## Work order:
Your task is to repeat exactly the lines below between the line holding "padding:0 8px; border-radius:3px;" and the line holding "padding:0 12px; font-size:15px;", inclusive, and only those.
----- Records shown -----
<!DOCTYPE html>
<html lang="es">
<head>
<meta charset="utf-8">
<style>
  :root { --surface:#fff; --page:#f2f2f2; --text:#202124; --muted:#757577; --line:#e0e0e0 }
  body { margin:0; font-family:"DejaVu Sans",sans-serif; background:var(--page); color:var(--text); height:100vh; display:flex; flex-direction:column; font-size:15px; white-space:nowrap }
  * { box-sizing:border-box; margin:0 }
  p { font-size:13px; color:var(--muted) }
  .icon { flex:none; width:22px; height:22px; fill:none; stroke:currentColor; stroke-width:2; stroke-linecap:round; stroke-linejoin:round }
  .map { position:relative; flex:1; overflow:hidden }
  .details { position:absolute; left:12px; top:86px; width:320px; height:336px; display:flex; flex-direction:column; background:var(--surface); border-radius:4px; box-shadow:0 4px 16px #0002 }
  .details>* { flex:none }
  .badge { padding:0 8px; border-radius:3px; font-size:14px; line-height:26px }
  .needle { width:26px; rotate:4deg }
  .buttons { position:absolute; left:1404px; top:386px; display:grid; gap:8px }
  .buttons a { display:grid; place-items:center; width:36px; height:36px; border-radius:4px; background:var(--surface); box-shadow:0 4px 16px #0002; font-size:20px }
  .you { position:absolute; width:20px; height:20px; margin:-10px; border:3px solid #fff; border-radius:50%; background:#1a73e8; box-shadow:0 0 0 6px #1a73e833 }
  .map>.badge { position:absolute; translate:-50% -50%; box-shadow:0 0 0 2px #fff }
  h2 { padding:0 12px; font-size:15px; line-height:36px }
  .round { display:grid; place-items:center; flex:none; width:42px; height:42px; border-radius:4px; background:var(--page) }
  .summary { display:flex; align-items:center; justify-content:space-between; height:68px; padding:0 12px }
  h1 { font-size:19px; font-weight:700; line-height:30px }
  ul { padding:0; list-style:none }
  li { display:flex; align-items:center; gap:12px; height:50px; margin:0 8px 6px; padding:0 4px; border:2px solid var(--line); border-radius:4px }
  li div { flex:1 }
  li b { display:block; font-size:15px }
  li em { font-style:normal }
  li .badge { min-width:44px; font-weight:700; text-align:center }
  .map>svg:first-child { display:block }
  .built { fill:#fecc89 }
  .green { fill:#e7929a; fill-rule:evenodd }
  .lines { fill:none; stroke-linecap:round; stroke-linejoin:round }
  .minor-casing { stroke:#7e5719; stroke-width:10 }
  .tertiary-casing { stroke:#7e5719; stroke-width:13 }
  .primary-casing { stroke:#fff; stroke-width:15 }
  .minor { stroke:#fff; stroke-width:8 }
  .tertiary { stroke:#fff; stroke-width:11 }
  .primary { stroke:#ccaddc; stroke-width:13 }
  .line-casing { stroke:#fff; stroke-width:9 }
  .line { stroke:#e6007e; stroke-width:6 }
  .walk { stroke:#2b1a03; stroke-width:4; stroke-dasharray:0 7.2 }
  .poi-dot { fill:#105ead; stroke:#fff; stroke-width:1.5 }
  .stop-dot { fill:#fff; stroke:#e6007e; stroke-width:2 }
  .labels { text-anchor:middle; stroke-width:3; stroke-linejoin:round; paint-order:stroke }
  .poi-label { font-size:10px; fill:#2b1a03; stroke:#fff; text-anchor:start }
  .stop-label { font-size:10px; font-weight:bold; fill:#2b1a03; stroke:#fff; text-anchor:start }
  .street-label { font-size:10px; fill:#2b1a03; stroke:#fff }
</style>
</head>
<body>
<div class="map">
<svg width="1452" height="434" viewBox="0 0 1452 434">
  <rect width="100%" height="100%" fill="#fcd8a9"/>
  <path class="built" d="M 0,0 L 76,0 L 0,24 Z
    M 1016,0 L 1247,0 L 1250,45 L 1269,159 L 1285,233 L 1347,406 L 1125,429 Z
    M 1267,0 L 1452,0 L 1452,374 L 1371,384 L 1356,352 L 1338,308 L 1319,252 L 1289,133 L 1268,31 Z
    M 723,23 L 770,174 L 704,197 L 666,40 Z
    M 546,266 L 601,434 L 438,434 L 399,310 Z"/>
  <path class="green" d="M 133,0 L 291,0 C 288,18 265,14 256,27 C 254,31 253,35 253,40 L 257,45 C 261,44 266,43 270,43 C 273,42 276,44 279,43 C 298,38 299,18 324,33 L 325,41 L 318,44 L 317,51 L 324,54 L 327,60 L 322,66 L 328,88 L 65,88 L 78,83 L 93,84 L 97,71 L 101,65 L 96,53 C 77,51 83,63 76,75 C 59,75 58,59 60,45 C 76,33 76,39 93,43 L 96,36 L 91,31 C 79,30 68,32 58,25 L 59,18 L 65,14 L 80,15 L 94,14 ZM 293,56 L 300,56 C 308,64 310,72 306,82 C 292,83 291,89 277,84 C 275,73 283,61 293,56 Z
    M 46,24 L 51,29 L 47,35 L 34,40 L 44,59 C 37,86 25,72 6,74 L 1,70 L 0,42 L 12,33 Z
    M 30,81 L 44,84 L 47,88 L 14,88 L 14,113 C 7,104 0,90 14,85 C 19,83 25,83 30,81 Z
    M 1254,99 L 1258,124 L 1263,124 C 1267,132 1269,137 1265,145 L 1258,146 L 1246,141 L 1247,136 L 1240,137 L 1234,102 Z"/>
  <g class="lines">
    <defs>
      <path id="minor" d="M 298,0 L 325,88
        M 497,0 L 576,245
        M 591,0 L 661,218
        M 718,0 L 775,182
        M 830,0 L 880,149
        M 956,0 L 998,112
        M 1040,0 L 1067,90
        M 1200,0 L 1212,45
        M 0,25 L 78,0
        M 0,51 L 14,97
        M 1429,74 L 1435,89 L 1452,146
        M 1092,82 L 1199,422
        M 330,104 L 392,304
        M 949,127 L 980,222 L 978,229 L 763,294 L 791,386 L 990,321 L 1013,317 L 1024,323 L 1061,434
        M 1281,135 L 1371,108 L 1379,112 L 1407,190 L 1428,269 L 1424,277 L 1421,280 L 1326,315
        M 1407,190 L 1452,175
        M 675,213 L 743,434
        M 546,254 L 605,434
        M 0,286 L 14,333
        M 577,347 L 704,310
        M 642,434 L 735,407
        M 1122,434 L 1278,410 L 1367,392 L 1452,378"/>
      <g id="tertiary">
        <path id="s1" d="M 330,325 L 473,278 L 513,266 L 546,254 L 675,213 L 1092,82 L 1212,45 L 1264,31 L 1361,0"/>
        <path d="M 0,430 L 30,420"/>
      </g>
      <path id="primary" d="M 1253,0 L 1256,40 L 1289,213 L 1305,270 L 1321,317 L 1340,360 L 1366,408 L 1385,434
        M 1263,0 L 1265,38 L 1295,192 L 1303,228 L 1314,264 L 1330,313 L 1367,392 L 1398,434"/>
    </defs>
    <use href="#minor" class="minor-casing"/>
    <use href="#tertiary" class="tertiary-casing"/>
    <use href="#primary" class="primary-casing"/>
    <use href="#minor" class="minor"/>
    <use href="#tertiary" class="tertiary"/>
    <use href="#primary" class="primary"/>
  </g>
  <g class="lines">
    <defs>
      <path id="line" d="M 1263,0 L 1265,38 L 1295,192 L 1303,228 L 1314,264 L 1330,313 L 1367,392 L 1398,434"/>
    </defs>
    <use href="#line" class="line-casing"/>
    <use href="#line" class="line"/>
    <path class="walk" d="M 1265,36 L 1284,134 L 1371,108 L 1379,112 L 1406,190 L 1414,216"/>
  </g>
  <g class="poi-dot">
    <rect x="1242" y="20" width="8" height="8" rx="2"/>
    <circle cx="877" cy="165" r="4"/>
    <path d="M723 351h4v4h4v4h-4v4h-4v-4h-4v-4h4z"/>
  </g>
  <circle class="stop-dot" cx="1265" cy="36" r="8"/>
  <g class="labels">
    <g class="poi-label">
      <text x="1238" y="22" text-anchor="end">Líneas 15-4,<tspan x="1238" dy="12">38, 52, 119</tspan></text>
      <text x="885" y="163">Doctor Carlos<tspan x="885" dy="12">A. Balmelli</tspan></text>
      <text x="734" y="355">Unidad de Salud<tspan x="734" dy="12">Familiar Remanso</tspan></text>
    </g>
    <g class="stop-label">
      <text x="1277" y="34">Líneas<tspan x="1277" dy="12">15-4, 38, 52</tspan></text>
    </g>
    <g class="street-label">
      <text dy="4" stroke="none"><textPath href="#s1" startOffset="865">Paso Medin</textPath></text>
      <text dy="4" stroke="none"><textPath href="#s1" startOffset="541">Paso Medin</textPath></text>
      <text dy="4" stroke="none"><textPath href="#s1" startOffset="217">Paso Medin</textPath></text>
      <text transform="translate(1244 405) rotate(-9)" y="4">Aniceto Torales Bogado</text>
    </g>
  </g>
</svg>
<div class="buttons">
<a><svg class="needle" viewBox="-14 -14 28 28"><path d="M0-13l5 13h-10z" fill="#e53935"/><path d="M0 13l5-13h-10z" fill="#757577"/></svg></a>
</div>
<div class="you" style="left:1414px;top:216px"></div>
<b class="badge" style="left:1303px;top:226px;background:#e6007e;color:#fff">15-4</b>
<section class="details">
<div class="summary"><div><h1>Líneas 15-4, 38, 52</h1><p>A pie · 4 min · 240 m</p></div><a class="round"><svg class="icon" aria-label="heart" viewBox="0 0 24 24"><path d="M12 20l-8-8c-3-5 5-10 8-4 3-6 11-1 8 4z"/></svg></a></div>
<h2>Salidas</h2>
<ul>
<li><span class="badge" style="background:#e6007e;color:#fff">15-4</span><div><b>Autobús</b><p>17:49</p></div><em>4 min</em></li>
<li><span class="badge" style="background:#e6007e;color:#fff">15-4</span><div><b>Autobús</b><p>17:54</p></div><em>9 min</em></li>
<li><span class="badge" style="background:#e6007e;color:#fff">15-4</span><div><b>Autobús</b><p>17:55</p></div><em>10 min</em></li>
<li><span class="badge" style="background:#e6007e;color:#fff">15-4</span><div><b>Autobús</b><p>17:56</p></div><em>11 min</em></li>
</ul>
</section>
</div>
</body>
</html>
-----
----- Records shown -----
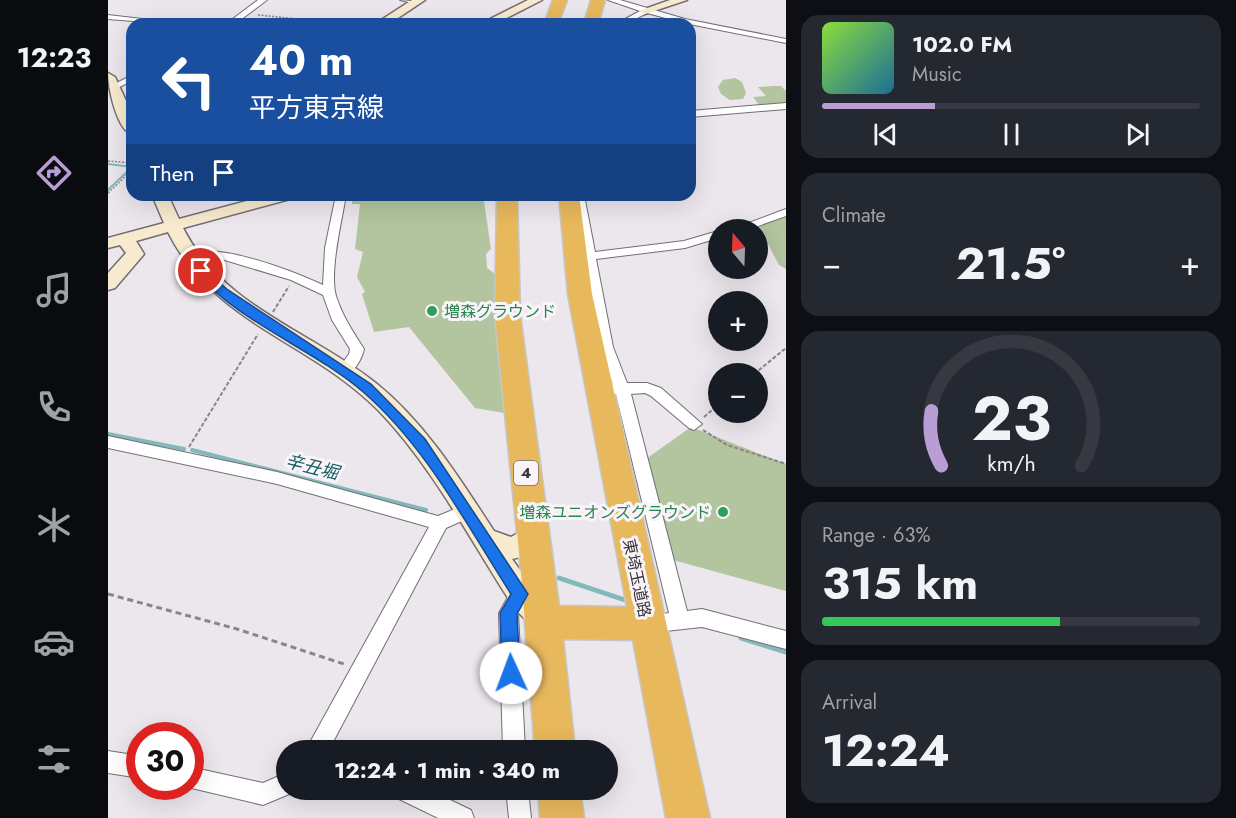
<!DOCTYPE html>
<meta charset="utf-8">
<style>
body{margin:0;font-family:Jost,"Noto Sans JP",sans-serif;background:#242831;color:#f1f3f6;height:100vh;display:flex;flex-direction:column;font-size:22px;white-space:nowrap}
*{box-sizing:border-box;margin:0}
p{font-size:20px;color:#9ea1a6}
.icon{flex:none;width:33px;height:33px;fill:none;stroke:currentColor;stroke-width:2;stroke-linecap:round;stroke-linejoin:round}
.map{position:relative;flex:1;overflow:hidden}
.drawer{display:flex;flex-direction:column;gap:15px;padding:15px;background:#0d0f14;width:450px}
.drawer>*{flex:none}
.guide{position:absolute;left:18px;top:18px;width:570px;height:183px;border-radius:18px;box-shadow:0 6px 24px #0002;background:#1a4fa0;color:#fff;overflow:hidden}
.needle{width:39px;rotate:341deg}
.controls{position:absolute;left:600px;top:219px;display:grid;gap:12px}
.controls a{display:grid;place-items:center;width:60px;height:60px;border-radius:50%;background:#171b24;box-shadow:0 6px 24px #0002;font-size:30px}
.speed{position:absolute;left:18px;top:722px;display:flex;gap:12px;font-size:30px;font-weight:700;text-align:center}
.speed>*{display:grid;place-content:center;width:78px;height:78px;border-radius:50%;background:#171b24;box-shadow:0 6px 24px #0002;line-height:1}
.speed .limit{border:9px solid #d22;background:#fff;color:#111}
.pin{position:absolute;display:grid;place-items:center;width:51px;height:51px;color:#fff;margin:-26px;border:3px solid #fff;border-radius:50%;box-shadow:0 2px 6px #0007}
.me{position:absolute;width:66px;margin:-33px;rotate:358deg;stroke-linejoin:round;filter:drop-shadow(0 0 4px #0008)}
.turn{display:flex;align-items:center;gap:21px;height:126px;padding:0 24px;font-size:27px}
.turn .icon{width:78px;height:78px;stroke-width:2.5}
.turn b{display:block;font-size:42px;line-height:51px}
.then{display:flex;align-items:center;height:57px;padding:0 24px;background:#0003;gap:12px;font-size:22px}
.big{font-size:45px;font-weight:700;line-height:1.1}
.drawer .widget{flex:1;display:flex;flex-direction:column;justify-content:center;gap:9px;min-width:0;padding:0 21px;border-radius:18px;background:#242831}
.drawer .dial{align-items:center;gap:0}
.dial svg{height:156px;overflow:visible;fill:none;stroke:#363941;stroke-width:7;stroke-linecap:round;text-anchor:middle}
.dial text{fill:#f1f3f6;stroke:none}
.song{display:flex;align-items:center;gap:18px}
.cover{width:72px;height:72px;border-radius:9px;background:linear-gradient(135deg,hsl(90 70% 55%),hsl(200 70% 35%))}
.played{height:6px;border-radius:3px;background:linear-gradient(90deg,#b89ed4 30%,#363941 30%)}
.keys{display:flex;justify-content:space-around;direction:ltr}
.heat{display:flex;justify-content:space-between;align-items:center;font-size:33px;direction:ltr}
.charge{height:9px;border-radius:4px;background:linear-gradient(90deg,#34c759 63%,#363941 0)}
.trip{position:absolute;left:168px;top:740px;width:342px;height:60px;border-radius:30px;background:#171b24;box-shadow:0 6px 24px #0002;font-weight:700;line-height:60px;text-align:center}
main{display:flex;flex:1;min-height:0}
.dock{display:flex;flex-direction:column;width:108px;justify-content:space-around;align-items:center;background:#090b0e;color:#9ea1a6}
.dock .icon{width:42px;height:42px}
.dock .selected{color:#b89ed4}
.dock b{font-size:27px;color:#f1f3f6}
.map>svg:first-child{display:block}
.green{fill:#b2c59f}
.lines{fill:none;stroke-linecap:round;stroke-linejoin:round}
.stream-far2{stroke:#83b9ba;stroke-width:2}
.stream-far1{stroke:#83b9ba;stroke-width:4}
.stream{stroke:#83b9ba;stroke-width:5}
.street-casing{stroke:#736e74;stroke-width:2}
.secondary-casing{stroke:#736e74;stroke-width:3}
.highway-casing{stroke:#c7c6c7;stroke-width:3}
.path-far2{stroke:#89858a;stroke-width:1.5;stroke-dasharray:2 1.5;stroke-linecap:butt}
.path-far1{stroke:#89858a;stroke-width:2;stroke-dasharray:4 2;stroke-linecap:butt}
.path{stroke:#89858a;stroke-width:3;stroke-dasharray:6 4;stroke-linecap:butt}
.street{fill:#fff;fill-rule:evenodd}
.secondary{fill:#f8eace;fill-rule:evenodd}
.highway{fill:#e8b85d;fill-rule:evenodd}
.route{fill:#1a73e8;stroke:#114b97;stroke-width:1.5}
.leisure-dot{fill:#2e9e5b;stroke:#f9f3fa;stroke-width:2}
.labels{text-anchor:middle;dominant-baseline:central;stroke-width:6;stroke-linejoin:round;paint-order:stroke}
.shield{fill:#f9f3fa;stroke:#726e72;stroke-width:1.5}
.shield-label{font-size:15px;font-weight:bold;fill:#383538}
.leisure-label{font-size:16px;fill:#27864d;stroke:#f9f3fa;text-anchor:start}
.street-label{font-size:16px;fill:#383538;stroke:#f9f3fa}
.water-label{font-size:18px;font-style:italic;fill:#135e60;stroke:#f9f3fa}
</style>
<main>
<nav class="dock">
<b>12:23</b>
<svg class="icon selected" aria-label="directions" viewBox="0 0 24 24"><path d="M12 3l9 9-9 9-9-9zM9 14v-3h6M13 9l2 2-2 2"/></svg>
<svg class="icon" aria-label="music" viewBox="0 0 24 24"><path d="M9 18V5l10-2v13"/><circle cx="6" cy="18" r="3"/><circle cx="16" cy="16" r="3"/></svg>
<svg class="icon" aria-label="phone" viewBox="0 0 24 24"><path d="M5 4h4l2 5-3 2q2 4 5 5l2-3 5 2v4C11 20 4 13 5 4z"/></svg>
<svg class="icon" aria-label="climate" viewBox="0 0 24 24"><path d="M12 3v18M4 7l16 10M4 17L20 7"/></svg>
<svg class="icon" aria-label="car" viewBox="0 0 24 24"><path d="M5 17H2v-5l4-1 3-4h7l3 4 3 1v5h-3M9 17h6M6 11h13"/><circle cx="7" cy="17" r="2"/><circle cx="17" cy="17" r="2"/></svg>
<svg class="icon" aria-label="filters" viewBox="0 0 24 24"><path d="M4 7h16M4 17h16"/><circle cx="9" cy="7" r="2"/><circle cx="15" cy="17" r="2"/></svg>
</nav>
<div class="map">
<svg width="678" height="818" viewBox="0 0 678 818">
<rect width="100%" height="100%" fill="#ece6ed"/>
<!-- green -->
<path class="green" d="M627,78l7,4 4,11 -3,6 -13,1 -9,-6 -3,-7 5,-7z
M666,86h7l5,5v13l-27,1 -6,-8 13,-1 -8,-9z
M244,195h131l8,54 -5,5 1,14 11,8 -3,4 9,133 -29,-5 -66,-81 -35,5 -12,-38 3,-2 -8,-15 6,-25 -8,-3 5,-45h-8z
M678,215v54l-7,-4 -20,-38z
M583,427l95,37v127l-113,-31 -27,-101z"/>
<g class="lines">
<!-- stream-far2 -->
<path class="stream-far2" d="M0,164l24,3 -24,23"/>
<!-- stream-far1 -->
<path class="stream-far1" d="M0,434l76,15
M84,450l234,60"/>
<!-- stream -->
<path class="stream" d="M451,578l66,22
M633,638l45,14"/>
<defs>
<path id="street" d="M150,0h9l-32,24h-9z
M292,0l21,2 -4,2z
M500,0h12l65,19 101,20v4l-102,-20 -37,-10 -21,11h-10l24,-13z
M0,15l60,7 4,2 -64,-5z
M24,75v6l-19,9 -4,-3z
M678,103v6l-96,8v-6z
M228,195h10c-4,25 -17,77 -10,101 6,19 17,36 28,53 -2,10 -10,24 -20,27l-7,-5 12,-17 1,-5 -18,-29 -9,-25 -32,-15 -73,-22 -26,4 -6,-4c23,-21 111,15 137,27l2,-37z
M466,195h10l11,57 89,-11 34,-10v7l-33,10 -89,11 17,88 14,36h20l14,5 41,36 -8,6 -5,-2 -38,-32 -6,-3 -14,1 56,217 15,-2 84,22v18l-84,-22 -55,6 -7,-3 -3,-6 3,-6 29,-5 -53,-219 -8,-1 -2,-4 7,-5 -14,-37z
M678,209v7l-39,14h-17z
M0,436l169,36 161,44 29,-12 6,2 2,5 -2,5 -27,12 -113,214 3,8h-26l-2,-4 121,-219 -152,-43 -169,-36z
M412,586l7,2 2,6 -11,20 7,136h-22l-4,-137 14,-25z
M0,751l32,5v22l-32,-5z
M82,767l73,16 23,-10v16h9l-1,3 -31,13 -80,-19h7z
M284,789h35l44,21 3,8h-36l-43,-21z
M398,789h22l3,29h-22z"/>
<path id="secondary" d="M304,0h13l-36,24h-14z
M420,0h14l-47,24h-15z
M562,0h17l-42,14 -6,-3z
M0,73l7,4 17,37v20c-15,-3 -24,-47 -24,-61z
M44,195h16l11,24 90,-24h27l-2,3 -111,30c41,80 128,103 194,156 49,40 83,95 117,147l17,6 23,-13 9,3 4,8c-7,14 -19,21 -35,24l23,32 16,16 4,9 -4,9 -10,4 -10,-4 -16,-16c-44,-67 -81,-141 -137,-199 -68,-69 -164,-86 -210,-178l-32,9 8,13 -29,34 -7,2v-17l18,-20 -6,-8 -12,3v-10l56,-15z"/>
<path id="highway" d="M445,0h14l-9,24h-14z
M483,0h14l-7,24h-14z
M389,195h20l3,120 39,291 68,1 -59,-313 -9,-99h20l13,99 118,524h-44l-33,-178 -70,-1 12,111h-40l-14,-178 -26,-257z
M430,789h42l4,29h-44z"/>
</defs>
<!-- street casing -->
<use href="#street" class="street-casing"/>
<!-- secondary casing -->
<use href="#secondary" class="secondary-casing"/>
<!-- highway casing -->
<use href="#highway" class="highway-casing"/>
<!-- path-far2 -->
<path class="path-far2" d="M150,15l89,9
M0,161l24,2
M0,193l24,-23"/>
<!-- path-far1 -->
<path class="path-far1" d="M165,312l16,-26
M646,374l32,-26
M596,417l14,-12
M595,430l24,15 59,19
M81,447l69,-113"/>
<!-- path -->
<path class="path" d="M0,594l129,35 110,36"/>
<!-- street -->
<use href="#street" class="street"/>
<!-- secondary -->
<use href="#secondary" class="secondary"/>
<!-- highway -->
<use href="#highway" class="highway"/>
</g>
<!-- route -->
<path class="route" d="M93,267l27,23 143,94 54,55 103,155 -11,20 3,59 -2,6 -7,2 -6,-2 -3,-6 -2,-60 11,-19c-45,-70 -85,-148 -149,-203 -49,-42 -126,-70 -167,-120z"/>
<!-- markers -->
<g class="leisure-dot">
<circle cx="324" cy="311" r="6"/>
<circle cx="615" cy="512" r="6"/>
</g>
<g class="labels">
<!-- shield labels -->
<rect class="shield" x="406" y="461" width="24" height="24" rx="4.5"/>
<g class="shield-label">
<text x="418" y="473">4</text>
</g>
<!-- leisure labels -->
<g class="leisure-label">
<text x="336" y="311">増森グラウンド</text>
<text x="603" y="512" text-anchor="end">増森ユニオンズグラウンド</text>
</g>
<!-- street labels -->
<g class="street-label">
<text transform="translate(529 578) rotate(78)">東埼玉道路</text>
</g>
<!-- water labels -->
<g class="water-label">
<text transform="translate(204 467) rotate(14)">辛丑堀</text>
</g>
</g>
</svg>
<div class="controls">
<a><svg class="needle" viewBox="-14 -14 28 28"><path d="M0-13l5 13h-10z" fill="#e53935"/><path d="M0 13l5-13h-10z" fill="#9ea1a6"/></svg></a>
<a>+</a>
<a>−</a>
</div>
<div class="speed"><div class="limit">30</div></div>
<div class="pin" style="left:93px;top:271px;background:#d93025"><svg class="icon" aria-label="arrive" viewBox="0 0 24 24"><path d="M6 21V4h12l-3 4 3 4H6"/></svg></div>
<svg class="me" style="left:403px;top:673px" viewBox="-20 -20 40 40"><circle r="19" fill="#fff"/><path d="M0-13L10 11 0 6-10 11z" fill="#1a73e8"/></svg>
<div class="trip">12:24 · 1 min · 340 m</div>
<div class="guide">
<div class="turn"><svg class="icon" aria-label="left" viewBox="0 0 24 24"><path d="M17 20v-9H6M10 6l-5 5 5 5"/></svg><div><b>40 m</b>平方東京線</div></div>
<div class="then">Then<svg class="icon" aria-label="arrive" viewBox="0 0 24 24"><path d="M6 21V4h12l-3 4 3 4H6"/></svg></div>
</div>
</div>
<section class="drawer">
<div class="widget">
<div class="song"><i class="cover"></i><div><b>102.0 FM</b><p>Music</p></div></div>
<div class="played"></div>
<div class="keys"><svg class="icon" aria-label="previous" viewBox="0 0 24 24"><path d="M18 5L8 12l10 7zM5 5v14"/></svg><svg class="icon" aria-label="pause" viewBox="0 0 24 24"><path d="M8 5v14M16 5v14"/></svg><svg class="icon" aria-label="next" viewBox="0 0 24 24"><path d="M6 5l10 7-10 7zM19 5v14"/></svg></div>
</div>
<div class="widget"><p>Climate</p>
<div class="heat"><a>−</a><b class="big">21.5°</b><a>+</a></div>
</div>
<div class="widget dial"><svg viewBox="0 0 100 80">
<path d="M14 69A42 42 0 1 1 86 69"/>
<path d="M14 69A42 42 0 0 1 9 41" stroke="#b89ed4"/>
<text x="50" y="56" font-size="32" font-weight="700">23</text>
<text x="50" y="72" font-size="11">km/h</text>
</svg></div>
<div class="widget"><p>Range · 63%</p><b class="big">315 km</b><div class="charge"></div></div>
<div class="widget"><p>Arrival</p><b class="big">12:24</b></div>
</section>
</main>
-----
## Result of the task:
  .badge { padding:0 8px; border-radius:3px; font-size:14px; line-height:26px }
  .needle { width:26px; rotate:4deg }
  .buttons { position:absolute; left:1404px; top:386px; display:grid; gap:8px }
  .buttons a { display:grid; place-items:center; width:36px; height:36px; border-radius:4px; background:var(--surface); box-shadow:0 4px 16px #0002; font-size:20px }
  .you { position:absolute; width:20px; height:20px; margin:-10px; border:3px solid #fff; border-radius:50%; background:#1a73e8; box-shadow:0 0 0 6px #1a73e833 }
  .map>.badge { position:absolute; translate:-50% -50%; box-shadow:0 0 0 2px #fff }
  h2 { padding:0 12px; font-size:15px; line-height:36px }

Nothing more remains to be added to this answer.